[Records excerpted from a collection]
···
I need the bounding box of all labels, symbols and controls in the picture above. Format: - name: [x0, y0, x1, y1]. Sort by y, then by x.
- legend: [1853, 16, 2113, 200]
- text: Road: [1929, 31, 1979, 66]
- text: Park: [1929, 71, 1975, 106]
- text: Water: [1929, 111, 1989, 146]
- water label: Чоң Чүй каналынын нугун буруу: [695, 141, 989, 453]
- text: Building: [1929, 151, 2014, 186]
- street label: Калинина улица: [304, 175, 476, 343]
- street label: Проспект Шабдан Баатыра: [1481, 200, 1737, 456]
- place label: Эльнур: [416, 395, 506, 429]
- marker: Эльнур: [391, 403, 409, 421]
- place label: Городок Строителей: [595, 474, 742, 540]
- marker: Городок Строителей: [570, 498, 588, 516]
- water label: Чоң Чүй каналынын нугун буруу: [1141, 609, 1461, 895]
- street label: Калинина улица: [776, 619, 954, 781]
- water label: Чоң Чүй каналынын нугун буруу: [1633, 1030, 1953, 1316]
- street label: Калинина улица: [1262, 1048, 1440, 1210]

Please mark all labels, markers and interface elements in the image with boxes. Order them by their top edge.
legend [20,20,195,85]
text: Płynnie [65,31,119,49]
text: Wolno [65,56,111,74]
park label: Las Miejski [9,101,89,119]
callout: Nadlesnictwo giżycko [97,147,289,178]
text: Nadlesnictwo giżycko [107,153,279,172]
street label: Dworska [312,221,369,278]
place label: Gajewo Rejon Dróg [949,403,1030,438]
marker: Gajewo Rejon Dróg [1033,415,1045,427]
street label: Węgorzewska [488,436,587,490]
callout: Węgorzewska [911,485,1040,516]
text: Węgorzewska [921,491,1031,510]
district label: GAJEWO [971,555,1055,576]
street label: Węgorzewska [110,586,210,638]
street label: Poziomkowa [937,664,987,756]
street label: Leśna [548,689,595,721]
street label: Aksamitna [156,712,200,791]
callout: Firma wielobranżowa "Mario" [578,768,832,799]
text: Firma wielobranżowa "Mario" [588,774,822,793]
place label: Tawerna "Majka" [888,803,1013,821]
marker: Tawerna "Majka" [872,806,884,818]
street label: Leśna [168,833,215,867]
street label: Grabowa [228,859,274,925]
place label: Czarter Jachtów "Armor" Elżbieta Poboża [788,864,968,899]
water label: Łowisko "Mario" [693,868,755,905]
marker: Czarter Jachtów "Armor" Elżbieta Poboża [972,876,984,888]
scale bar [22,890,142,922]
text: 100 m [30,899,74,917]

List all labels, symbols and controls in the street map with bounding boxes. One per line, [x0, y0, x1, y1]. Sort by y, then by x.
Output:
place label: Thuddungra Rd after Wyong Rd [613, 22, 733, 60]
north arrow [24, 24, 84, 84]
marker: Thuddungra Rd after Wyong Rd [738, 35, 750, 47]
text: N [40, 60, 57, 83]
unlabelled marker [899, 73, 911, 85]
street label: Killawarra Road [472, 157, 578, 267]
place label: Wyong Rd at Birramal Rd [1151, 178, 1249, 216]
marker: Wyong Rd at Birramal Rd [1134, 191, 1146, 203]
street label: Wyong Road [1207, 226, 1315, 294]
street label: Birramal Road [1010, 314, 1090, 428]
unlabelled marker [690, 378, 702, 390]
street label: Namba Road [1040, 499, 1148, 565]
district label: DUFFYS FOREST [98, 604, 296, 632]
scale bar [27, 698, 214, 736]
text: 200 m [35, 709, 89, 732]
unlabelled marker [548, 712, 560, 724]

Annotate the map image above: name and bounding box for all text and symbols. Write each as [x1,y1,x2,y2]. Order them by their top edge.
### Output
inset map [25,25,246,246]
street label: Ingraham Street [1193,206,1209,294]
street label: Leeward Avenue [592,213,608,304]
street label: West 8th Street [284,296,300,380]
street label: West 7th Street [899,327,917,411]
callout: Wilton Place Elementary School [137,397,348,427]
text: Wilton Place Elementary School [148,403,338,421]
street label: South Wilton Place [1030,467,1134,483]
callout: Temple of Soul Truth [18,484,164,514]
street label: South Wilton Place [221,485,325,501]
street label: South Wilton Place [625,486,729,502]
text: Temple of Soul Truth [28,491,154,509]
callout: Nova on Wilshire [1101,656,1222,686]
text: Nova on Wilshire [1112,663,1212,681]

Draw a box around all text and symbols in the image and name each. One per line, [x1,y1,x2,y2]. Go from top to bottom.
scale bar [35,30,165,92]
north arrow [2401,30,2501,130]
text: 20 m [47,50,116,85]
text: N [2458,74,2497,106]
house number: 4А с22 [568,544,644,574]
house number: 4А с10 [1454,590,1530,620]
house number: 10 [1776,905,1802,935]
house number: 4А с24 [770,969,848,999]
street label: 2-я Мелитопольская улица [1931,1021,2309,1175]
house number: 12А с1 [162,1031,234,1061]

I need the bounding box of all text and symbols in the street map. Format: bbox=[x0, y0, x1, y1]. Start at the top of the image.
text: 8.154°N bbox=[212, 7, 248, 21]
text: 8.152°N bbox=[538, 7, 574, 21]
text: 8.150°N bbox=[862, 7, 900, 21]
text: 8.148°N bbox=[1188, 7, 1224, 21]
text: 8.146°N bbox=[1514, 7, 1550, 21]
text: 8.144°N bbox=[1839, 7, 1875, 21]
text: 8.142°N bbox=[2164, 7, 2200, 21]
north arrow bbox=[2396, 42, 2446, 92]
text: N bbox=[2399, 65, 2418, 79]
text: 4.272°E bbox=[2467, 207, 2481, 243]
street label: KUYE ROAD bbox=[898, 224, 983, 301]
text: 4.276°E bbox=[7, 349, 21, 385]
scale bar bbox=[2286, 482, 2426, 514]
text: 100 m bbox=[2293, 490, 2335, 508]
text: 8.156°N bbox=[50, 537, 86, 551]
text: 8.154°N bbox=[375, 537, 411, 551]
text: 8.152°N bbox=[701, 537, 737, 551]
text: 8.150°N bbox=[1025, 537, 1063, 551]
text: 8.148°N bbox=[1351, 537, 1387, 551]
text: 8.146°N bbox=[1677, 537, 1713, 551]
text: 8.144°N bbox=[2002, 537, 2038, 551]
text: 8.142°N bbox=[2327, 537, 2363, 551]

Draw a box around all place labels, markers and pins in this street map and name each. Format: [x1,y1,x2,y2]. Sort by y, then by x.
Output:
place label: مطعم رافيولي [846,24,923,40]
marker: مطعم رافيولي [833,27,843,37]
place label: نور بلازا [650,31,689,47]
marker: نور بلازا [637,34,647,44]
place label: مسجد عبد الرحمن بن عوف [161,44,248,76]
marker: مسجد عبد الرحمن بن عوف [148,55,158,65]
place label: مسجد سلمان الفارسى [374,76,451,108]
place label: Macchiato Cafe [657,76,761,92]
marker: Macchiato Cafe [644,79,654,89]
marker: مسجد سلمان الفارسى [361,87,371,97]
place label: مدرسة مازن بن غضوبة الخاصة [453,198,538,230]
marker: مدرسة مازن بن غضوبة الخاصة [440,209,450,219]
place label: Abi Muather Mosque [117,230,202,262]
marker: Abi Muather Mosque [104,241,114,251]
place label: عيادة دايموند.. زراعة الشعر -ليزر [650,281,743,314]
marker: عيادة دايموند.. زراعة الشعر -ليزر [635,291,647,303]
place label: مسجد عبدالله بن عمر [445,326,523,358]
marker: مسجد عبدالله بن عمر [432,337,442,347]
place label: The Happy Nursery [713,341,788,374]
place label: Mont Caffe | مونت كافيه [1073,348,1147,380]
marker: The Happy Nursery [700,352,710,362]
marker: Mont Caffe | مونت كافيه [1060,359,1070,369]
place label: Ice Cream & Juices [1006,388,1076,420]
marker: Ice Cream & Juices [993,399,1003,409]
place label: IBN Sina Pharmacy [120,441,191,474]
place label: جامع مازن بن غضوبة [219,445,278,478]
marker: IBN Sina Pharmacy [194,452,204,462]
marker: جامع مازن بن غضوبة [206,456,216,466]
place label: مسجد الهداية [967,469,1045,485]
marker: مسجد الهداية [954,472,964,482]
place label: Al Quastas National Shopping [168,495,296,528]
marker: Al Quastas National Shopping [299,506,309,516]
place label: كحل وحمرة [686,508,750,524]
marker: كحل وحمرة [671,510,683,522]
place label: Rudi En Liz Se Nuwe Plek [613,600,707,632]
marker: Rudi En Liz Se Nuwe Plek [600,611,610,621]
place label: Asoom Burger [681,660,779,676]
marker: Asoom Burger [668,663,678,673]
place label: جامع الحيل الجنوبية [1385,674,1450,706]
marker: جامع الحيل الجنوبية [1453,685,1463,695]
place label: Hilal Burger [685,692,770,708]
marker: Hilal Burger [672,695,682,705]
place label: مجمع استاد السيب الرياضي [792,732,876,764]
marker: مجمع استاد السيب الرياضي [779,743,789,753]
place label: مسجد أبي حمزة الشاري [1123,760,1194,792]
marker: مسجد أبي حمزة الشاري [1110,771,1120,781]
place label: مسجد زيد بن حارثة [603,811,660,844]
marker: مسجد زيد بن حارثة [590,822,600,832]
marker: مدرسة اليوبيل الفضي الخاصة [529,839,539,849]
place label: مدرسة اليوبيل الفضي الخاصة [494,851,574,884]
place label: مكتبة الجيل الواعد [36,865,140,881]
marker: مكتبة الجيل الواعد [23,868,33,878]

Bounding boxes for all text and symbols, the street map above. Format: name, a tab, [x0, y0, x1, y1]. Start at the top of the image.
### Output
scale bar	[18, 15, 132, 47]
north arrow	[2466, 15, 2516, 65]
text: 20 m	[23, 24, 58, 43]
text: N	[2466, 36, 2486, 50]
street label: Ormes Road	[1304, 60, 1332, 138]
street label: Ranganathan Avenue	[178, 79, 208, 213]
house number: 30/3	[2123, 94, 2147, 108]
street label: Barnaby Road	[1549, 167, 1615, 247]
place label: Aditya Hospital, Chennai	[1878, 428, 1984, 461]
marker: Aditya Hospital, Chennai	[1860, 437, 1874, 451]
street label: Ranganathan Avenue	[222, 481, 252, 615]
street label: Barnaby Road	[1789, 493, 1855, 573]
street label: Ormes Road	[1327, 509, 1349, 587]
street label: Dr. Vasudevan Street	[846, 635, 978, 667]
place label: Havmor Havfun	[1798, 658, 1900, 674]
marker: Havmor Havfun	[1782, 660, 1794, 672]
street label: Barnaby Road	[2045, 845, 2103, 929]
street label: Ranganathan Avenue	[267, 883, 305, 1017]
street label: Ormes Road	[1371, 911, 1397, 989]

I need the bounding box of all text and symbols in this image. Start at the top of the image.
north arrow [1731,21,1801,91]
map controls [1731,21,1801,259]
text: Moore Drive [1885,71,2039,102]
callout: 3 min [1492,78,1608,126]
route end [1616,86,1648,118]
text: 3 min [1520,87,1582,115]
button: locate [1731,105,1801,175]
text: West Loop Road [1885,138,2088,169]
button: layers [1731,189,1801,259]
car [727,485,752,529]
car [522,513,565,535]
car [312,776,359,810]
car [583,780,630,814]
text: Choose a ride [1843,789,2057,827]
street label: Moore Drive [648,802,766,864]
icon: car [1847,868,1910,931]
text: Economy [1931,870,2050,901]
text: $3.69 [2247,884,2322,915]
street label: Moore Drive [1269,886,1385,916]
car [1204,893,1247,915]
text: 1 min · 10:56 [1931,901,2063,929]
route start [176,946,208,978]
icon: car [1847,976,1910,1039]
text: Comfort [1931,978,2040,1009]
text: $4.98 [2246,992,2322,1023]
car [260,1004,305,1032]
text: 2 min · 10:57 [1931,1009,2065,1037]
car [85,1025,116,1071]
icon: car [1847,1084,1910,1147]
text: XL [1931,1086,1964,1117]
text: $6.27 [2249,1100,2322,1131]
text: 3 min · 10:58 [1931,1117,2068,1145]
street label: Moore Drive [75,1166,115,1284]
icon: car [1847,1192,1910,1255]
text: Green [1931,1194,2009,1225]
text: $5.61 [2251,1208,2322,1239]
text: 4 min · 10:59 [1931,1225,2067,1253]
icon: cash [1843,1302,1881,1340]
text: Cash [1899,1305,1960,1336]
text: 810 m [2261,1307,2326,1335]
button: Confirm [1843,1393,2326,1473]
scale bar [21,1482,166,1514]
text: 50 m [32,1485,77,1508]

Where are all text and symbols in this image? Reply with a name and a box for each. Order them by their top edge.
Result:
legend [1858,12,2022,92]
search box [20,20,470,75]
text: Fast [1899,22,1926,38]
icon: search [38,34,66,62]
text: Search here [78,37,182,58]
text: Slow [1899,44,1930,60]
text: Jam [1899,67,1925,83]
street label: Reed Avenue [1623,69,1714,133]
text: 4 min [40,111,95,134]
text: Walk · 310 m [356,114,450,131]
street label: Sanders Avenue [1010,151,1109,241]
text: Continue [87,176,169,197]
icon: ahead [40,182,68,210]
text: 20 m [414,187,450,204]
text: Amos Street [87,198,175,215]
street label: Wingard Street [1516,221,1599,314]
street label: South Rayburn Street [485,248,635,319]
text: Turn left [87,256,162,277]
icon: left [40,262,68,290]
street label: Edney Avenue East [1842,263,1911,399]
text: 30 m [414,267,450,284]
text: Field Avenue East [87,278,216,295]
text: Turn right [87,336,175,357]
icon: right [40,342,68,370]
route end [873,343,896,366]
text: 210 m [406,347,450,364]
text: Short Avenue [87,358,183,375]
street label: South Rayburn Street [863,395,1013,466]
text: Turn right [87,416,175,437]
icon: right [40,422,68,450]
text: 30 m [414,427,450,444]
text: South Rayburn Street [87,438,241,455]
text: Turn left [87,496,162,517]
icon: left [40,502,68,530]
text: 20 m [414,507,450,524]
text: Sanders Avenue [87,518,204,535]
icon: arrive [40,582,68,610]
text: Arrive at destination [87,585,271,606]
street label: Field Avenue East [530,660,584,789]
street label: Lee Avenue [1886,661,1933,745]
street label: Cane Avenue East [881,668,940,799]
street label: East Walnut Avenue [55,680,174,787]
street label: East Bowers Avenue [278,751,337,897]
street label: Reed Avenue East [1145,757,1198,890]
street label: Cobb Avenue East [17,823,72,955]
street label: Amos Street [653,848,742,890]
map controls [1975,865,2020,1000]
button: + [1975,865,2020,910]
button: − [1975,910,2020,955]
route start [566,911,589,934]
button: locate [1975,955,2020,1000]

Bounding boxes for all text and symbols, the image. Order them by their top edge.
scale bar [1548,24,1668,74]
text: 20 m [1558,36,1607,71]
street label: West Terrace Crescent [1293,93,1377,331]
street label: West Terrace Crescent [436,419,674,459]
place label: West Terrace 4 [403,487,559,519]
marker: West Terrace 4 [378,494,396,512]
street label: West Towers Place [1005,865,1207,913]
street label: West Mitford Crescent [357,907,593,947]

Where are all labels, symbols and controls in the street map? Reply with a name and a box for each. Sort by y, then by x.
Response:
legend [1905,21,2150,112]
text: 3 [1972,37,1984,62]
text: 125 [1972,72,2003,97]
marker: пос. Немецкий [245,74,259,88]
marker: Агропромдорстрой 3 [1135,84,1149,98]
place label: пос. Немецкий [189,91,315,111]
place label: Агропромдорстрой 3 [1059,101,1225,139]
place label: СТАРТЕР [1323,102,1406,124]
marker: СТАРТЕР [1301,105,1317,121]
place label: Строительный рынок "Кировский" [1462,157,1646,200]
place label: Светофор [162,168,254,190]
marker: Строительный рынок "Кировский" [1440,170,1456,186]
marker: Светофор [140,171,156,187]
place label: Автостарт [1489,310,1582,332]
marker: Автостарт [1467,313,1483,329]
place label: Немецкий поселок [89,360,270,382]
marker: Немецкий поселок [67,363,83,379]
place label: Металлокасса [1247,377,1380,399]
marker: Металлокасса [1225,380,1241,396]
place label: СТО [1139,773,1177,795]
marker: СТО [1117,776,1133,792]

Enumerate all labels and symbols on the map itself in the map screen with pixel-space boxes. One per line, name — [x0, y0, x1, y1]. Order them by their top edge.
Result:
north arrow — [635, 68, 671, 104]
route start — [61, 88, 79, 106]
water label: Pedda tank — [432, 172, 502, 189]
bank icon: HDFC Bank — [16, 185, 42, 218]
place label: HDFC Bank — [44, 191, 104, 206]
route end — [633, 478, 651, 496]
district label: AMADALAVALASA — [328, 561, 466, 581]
···
PROBLEM DESCRIPTION> The answer should be all lines from the entries above that hold the word "School".

OUTPUT OF THE EXERCISE>
callout: Wilton Place Elementary School [137,397,348,427]
text: Wilton Place Elementary School [148,403,338,421]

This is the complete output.